Task objective:
Search the entries below for "green", and copy each line where it appears.

Records provided:
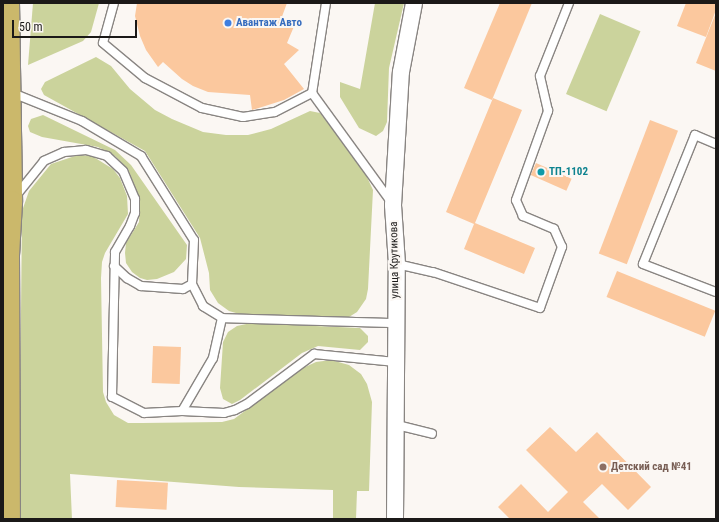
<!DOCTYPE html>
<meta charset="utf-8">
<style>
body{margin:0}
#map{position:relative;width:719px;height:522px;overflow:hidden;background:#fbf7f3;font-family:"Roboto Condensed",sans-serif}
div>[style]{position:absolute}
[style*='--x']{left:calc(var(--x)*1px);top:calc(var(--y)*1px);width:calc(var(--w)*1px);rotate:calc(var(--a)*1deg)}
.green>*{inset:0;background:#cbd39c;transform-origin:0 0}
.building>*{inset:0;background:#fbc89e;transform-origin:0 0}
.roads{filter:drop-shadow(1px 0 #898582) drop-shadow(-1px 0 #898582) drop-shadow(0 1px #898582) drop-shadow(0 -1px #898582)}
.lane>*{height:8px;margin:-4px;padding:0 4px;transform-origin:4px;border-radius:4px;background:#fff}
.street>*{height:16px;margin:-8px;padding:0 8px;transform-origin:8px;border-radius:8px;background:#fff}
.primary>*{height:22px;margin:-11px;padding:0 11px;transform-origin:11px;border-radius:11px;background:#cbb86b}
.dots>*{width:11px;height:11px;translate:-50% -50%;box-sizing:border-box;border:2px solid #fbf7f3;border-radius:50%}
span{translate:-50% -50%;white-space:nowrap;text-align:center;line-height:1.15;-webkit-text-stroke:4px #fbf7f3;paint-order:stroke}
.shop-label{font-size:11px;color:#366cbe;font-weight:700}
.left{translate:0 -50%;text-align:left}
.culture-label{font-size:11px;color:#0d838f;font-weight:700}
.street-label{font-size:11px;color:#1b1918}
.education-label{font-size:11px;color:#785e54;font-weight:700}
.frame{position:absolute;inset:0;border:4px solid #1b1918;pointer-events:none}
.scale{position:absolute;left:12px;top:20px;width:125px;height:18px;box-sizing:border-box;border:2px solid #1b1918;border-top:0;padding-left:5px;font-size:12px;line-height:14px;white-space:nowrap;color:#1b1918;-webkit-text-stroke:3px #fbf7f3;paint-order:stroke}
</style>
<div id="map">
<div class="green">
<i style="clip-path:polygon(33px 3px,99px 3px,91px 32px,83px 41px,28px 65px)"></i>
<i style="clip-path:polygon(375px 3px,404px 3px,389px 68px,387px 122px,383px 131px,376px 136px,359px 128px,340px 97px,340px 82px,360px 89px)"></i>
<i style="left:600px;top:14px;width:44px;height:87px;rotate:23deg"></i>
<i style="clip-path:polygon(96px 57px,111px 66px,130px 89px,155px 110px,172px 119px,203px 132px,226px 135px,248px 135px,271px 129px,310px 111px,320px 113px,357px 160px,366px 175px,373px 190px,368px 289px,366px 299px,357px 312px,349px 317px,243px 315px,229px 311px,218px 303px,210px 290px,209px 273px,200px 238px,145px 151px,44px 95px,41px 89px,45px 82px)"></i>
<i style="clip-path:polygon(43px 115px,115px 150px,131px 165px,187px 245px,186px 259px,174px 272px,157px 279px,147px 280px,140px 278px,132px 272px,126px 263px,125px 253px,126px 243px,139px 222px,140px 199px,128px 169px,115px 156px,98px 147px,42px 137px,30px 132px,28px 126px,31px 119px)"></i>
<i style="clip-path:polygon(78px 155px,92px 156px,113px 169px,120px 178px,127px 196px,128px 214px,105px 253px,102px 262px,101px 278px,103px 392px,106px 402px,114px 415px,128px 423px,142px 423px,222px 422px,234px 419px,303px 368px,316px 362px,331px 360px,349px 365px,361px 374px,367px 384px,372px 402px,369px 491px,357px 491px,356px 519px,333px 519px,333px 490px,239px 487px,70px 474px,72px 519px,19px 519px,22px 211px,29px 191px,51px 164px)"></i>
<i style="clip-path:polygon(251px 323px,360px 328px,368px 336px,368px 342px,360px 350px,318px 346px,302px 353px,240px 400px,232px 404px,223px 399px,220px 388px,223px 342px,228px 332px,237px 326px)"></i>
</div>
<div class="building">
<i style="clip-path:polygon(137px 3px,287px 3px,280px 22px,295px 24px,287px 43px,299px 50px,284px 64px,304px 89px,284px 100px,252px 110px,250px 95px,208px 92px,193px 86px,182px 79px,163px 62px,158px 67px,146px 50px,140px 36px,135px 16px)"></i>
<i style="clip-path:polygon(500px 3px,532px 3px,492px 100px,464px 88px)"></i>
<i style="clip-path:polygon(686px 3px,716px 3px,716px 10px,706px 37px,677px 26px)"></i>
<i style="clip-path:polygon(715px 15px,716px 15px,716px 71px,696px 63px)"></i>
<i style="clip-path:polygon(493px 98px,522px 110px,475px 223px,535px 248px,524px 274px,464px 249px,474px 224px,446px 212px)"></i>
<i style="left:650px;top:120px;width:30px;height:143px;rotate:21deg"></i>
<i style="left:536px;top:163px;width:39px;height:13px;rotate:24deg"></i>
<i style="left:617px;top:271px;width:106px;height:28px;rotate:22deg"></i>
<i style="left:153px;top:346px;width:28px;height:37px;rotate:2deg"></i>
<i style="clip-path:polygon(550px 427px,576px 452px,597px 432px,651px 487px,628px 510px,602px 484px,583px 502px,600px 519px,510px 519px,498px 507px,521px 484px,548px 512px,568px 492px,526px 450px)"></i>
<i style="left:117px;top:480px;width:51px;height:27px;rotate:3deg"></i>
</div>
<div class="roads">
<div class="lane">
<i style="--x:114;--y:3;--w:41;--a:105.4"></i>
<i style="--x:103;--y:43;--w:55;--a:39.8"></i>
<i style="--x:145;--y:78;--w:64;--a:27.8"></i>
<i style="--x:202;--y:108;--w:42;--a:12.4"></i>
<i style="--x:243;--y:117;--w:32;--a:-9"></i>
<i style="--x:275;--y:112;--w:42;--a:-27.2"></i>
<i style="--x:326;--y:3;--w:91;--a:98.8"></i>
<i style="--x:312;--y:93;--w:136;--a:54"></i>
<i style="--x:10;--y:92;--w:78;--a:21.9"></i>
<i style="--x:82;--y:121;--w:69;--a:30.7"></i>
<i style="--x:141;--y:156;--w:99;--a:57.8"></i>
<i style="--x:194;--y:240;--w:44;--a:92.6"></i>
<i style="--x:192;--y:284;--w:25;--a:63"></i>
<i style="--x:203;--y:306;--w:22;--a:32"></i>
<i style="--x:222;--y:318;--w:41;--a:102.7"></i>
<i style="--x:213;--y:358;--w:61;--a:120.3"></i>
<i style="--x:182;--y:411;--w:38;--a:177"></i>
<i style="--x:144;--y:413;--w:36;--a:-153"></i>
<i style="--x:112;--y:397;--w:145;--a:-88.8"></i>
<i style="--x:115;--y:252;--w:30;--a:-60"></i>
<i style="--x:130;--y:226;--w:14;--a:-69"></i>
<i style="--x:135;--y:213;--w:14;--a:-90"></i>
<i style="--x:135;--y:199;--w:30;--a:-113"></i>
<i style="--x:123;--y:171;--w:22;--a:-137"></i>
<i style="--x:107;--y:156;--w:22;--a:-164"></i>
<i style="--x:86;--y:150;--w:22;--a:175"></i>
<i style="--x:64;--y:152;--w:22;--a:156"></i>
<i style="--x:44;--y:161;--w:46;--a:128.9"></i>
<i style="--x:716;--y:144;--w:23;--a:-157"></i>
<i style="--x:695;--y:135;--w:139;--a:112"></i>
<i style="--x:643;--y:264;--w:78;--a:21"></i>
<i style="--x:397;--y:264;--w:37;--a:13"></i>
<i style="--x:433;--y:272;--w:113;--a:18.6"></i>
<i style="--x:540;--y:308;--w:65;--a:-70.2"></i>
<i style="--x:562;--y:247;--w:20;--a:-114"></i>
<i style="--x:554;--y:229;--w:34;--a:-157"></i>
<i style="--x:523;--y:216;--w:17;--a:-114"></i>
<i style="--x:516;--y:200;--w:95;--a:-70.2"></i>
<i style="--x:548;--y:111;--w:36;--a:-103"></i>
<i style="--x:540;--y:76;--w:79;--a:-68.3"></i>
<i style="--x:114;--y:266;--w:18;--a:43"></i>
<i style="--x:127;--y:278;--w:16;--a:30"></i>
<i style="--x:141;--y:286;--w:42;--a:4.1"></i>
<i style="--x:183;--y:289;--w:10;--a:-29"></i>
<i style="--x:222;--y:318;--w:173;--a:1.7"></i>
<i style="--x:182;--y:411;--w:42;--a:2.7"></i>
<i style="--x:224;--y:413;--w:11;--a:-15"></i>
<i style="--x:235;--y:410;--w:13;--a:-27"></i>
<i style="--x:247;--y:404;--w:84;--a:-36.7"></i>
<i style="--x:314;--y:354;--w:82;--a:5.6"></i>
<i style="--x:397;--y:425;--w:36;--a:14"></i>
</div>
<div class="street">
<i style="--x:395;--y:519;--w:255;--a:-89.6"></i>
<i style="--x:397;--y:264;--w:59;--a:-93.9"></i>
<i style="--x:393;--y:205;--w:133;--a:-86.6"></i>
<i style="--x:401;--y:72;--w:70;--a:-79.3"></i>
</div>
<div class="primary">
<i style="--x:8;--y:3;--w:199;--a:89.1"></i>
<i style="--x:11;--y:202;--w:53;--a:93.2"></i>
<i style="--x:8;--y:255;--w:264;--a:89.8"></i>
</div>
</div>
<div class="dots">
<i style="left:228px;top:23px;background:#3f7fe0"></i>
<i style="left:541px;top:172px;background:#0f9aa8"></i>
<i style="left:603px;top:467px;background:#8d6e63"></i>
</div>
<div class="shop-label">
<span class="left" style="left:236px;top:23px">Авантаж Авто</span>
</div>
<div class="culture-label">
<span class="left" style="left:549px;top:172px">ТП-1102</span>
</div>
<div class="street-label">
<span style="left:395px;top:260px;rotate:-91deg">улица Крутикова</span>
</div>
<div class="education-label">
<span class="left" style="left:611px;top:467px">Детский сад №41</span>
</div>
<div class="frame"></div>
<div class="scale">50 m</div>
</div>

Output:
.green>*{inset:0;background:#cbd39c;transform-origin:0 0}
<div class="green">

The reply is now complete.